Open mlissner opened 4 years ago
I think putting RECAP in the name of the project is probably wise for branding; changing title accordingly.
The alerts on this will be a pleasure: "Your prayer has been granted: Doc XYZ is now available."
This data model should land later today:
class Prayer(models.Model):
WAITING = 1
GRANTED = 2
STATUSES = (
(GRANTED, "Prayer has been granted."),
(WAITING, "Still waiting for the document."),
)
date_created = models.DateTimeField(
help_text="The time when this item was created",
auto_now_add=True,
db_index=True,
)
user = models.ForeignKey(
User,
help_text="The user that made the prayer",
related_name="prayers",
on_delete=models.CASCADE,
)
status = models.SmallIntegerField(
help_text="Whether the prayer has been granted or is still waiting.",
choices=STATUSES,
default=WAITING,
)
# Generic b/c we may want to pray for items in other jurisdictions someday
content_type = models.ForeignKey(ContentType, on_delete=models.CASCADE)
object_id = models.PositiveIntegerField()

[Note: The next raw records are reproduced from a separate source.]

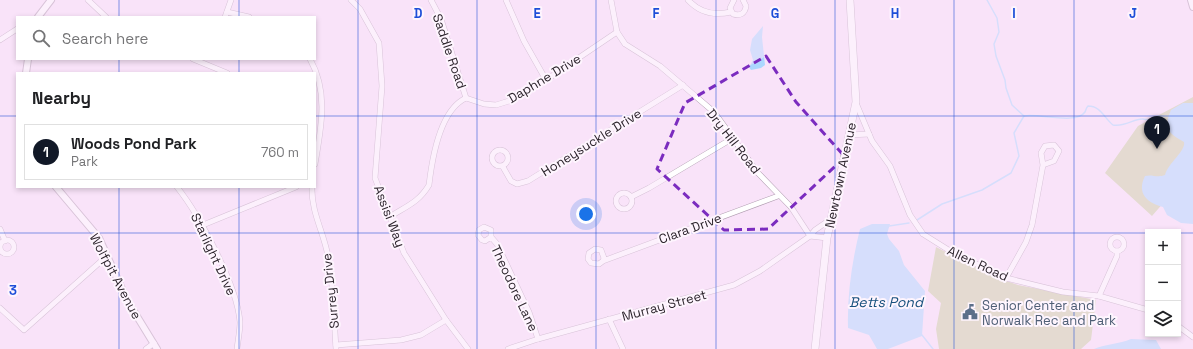 <!DOCTYPE html>
<meta charset="utf-8">
<style>
body{margin:0;font-family:"Space Grotesk",sans-serif;background:#f6f6f6;color:#202124}
.controls{position:absolute;right:12px;bottom:12px;display:grid;overflow:hidden;border-radius:0px;box-shadow:0 2px 6px #0003}
.controls button{width:36px;height:36px;display:grid;place-items:center;padding:0;border:0;border-bottom:1px solid #e0e0e0;background:#fff;color:#202124;font:20px sans-serif}
.you{position:absolute;left:586px;top:214px;width:14px;height:14px;margin:-10px;border:3px solid #fff;border-radius:50%;background:#1a73e8;box-shadow:0 0 0 6px #1a73e833}
.badge{display:grid;place-items:center;width:26px;height:26px;border-radius:50%;background:#111827;color:#fff;font-size:13px;font-weight:700}
.pin{position:absolute;translate:-50% -33px;filter:drop-shadow(0 1px 2px #0008)}
.pin::after{content:'';position:absolute;top:21px;width:14px;height:12px;background:inherit;clip-path:polygon(0 0,100% 0,50% 100%)}
.list{margin:0;padding:0;list-style:none}
h2{display:flex;justify-content:space-between;align-items:center;height:52px;margin:0;padding:0 16px;font-size:17px}
h2 small{font-size:13px;font-weight:400;color:#757577}
.list li{display:grid;grid-template-columns:26px 1fr auto;gap:12px;align-items:center;box-sizing:border-box;height:56px;margin:0 8px 8px;padding:0 8px;border:1px solid #e0e0e0;border-radius:0px}
.list b{display:block;font-size:15px;white-space:nowrap}
.list p{margin:0;font-size:13px;white-space:nowrap;color:#757577}
.list em{font-size:13px;font-style:normal;color:#757577}
.icon{flex:none;width:22px;height:22px;fill:none;stroke:currentColor;stroke-width:2;stroke-linecap:round;stroke-linejoin:round}
.map{position:relative;flex:none;width:1193px;height:349px;overflow:hidden}
.search{position:absolute;background:#fff;box-shadow:0 2px 6px #0003;left:16px;top:16px;width:300px;height:44px;display:flex;align-items:center;gap:10px;box-sizing:border-box;padding:0 14px;border-radius:0px;color:#757577;font-size:15px}
.panel{position:absolute;background:#fff;box-shadow:0 2px 6px #0003;left:16px;top:72px;width:300px;height:116px;border-radius:0px}
.map>svg:first-child{display:block}
.green{fill:#c9cf9f}
.water{fill:#acd7fe}
.lines{fill:none;stroke-linecap:round;stroke-linejoin:round}
.stream{stroke:#acd7fe;stroke-width:1.5}
.minor-casing{stroke:#b09cb0;stroke-width:6}
.tertiary-casing{stroke:#b09cb0;stroke-width:8}
.secondary-casing{stroke:#b09cb0;stroke-width:8}
.minor{stroke:#fff;stroke-width:5}
.tertiary{stroke:#fff;stroke-width:6}
.secondary{stroke:#fff;stroke-width:7}
.marked{fill:none;stroke:#7b2cbf;stroke-width:3;stroke-dasharray:8 5;stroke-linejoin:round}
.grid{fill:none;stroke:#1d4ed8;stroke-width:1;stroke-opacity:0.55}
.labels{text-anchor:middle;stroke-width:4;stroke-linejoin:round;paint-order:stroke}
.street-label{font-size:13px;fill:#2d252d;stroke:#fef5fe}
.service-label{font-size:13px;fill:#4e5e75;stroke:#fef5fe;text-anchor:start}
.water-label{font-size:14px;font-style:italic;fill:#17507d;stroke:#fef5fe}
.grid-label{font-size:13px;text-anchor:middle;font-weight:bold;fill:#1d4ed8;stroke:#fef5fe;stroke-width:4;stroke-linejoin:round;paint-order:stroke}
</style>
<div class="map">
<svg width="1193" height="349" viewBox="0 0 1193 349">
<rect width="100%" height="100%" fill="#f9e3f9"/>
<!-- green -->
<g class="green">
<path d="M 1193,97 L 1193,223 L 1165,201 L 1152,216 L 1105,173 L 1138,126 Z"/>
<path d="M 936,247 L 995,277 L 1018,285 L 1096,300 L 1091,340 L 1081,349 L 939,349 L 936,329 L 941,303 L 928,291 Z"/>
</g>
<!-- water -->
<g class="water">
<path d="M 763,26 L 762,37 L 765,65 L 761,68 L 751,70 L 749,67 L 753,60 L 750,50 L 752,39 Z"/>
<path d="M 1183,103 L 1193,103 L 1193,224 L 1181,223 L 1167,215 L 1163,207 C 1148,203 1136,194 1145,176 C 1152,174 1157,178 1165,175 C 1168,163 1186,151 1184,142 C 1168,133 1163,128 1171,110 Z"/>
<path d="M 872,224 L 890,224 L 887,234 L 889,239 L 899,251 L 904,265 L 925,291 L 922,336 L 888,349 L 877,349 L 869,335 L 848,328 C 847,295 852,261 860,229 Z"/>
<path d="M 1131,339 L 1156,340 L 1161,349 L 1094,349 C 1106,344 1119,344 1131,339 Z"/>
</g>
<g class="lines">
<!-- stream -->
<g class="stream">
<path d="M 987,0 L 997,18 L 999,32 L 994,44 L 996,56 L 1005,80 L 1006,88 L 1012,105 L 1024,116"/>
<path d="M 1024,116 C 1039,113 1076,125 1085,112 C 1086,110 1086,108 1088,106 C 1101,106 1104,118 1113,125 C 1127,127 1134,118 1143,119 C 1152,120 1158,125 1168,124"/>
<path d="M 917,220 L 942,204 L 982,190 L 1011,173 L 1019,156 L 1014,133 L 1024,116"/>
<path d="M 889,226 L 909,223"/>
<path d="M 922,335 L 933,349"/>
</g>
<defs>
<g id="minor">
<path d="M 88,0 L 106,17"/>
<path d="M 351,0 L 360,9 L 379,43 L 382,86 L 375,178 L 404,253 L 446,320 L 468,349"/>
<path d="M 431,0 L 441,19 L 466,98"/>
<path d="M 506,0 L 524,41 L 546,80"/>
<path d="M 611,0 L 617,32 L 625,44 L 660,66 L 714,112 L 758,173 L 791,207 L 810,236 L 815,230 L 831,219"/>
<path d="M 688,0 C 700,13 714,16 731,12"/>
<path d="M 734,0 L 730,8 L 733,14 C 740,16 745,14 746,6 L 743,0"/>
<path d="M 227,12 L 249,17"/>
<path d="M 225,17 L 231,0"/>
<path d="M 0,40 L 17,29"/>
<path d="M 193,59 L 227,73"/>
<path d="M 310,59 C 329,93 321,128 315,164"/>
<path d="M 466,98 L 484,104 L 496,105 L 509,101 L 546,80 L 617,32"/>
<path d="M 856,103 L 872,141 L 890,166 L 910,215 L 923,234 L 955,254 L 1006,278 L 1063,292 L 1099,296 L 1148,310"/>
<path d="M 849,135 L 869,134"/>
<circle cx="500" cy="158" r="8"/>
<path d="M 503,167 L 511,181 L 517,184 L 528,181 L 683,85"/>
<path d="M 177,187 C 200,216 237,285 240,322 C 240,331 238,340 237,349"/>
<path d="M 312,187 C 311,214 326,236 329,262 C 334,291 334,320 336,349"/>
<circle cx="624" cy="201" r="8"/>
<path d="M 631,197 L 649,188 L 733,138"/>
<path d="M 391,216 C 407,206 419,202 429,185 C 432,159 440,110 466,98"/>
<path d="M 203,225 L 296,187"/>
<path d="M 0,229 L 5,241"/>
<circle cx="1117" cy="244" r="7"/>
<path d="M 491,237 L 485,241 L 482,240 L 478,235 L 479,230 L 484,227 L 491,230 L 491,237 L 497,244 L 529,312 L 538,339"/>
<circle cx="7" cy="247" r="7"/>
<path d="M 603,261 L 604,258 L 601,250 L 595,249 L 589,253 L 588,259 L 591,263 L 599,264 L 603,261 L 778,196"/>
<path d="M 1006,278 L 1026,242 L 1032,225 L 1043,165 L 1054,161 L 1059,151 L 1054,145 L 1045,146 L 1041,153 L 1043,165"/>
<path d="M 1099,296 L 1117,256 L 1117,251"/>
<path d="M 0,308 L 24,330 L 108,255"/>
<path d="M 609,319 L 623,349"/>
<path d="M 1178,326 L 1193,337"/>
<path d="M 336,345 L 401,340 L 421,335 L 446,320"/>
<path d="M 146,349 L 154,343"/>
<path d="M 508,349 L 538,339 L 734,285 L 760,271 L 810,236 L 827,238"/>
</g>
<g id="tertiary">
<path d="M 1191,0 L 1193,7"/>
<path d="M 38,17 L 51,0"/>
<path d="M 26,73 L 28,59"/>
<path d="M 56,187 L 99,238 L 127,300 L 157,349"/>
</g>
<path id="secondary" d="M 815,349 L 827,238 L 856,102 L 850,0"/>
</defs>
<!-- minor casing -->
<use href="#minor" class="minor-casing"/>
<!-- tertiary casing -->
<use href="#tertiary" class="tertiary-casing"/>
<!-- secondary casing -->
<use href="#secondary" class="secondary-casing"/>
<!-- minor -->
<use href="#minor" class="minor"/>
<!-- tertiary -->
<use href="#tertiary" class="tertiary"/>
<!-- secondary -->
<use href="#secondary" class="secondary"/>
</g>
<!-- marked area -->
<path d="M0 0H1193V349H0ZM 766,56 L 796,102 L 845,157 L 768,229 L 724,230 L 657,169 L 685,103 Z" fill="#f9e3f9" fill-opacity=".55" fill-rule="evenodd"/>
<path class="marked" d="M 766,56 L 796,102 L 845,157 L 768,229 L 724,230 L 657,169 L 685,103 Z"/>
<!-- grid -->
<path class="grid" d="M 119,0 L 119,17M 239,0 L 239,17M 358,0 L 358,349M 477,0 L 477,349M 596,0 L 596,349M 716,0 L 716,349M 835,0 L 835,349M 954,0 L 954,349M 1074,0 L 1074,349M 119,59 L 119,73M 239,59 L 239,73M 0,116 L 17,116M 315,116 L 1193,116M 119,187 L 119,349M 239,187 L 239,349M 0,233 L 1148,233M 1178,233 L 1193,233"/>
<!-- icons -->
<defs>
<symbol id="civic-bare" viewBox="-9 -9 18 18"><path d="M-.6-6.5H3V-4.5H.6V-3L4-1V1h2V6H-6V1h2V-1L-.6-3ZM-1.2 2.5V6h2.4V2.5Z" fill="#5c6f8a" stroke="#fef5fe" stroke-width="2.5" paint-order="stroke"/></symbol>
</defs>
<g fill-rule="evenodd">
<use href="#civic-bare" x="959" y="301" width="22" height="22"/>
</g>
<g class="labels">
<!-- street labels -->
<g class="street-label">
<text transform="translate(450 51) rotate(71)" y="5">Saddle Road</text>
<text transform="translate(544 78) rotate(-31)" y="5">Daphne Drive</text>
<text transform="translate(734 141) rotate(52)" y="5">Dry Hill Road</text>
<text transform="translate(591 142) rotate(-32)" y="5">Honeysuckle Drive</text>
<text transform="translate(840 175) rotate(-78)" y="5">Newtown Avenue</text>
<text transform="translate(390 216) rotate(69)" y="5">Assisi Way</text>
<text transform="translate(690 228) rotate(-20)" y="5">Clara Drive</text>
<text transform="translate(214 254) rotate(65)" y="5">Starlight Drive</text>
<text transform="translate(978 263) rotate(25)" y="5">Allen Road</text>
<text transform="translate(116 276) rotate(62)" y="5">Wolfpit Avenue</text>
<text transform="translate(515 288) rotate(65)" y="5">Theodore Lane</text>
<text transform="translate(330 291) rotate(-96)" y="5">Surrey Drive</text>
<text transform="translate(664 305) rotate(-15)" y="5">Murray Street</text>
</g>
<!-- service labels -->
<g class="service-label">
<text x="982" y="310">Senior Center and<tspan x="982" dy="15">Norwalk Rec and Park</tspan></text>
</g>
<!-- water labels -->
<g class="water-label">
<text x="886" y="307">Betts Pond</text>
</g>
</g>
<g class="grid-label">
<text x="418" y="18">D</text>
<text x="537" y="18">E</text>
<text x="656" y="18">F</text>
<text x="775" y="18">G</text>
<text x="895" y="18">H</text>
<text x="1014" y="18">I</text>
<text x="1133" y="18">J</text>
<text x="13" y="295">3</text>
</g>
</svg>
<div class="controls">
<button>+</button>
<button>−</button>
<button><svg class="icon" aria-label="layers" viewBox="0 0 24 24"><path d="M12 4l9 5-9 5-9-5zM3 14l9 5 9-5"/></svg></button>
</div>
<div class="you"></div>
<div class="pin badge" style="left:1157px;top:149px">1</div>
<div class="search"><svg class="icon" aria-label="search" viewBox="0 0 24 24"><circle cx="10" cy="10" r="6"/><path d="M15 15l6 6"/></svg>Search here</div>
<section class="panel">
<h2>Nearby<small></small></h2>
<ul class="list">
<li><span class="badge">1</span><div><b>Woods Pond Park</b><p>Park</p></div><em>760 m</em></li>
</ul>
</section>
</div>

content_object = GenericForeignKey()
class Meta:
index_together = (
# When adding a new document, we'll ask: What outstanding prayers
# do we have for item Foo of type XYZ?
# When loading the prayer leader board, we'll ask: Which items of
# type XYZ have the most outstanding prayers?
("content_object", "object_id", "status"),
# When loading docket pages, we'll ask (hundreds of times): Did
# user ABC vote on item Foo of type XYZ?
("content_object", "object_id", "user"),
# When a user votes, we'll ask: How many outstanding prayers did
# user ABC make today?
("date_created", "user", "status"),
)
We can tweak it later, but I'm hopeful I can get it right the first time. Comments welcome.
The database part of this is now in place. Honestly, that's the hard part. The rest should be pretty easy, I think!
lol, love the idea, and the name, well done
What else?
It would be nice if the RECAP extension kept an estimate of the future PACER bill. Sometimes I download too much and go over my budget, because PACER provides correct numbers only after several days. If you advertise this project to individuals, many will join hoping to stay under the 30 $ per quarter and a portion of these will end up having bad surprises.
I once had an idea for a service that monitored PACER usage by using your credentials. Still would be a fun one to build. I think doing it via the extension would be hard, but it's not a bad idea. Feel free to open an issue over in freelawproject/recap, if you like. :)
The end of the quarter is nigh, and it ocurred to me that I once again would love a "wishlist" I could put my spare credit towards. Sounds like this is that feature.
It is...we need to build the darned thing!
Has anything come of this? I had the same idea recently and think it could get a lot of use.
It's partly done, but nobody is working on it, unfortunately.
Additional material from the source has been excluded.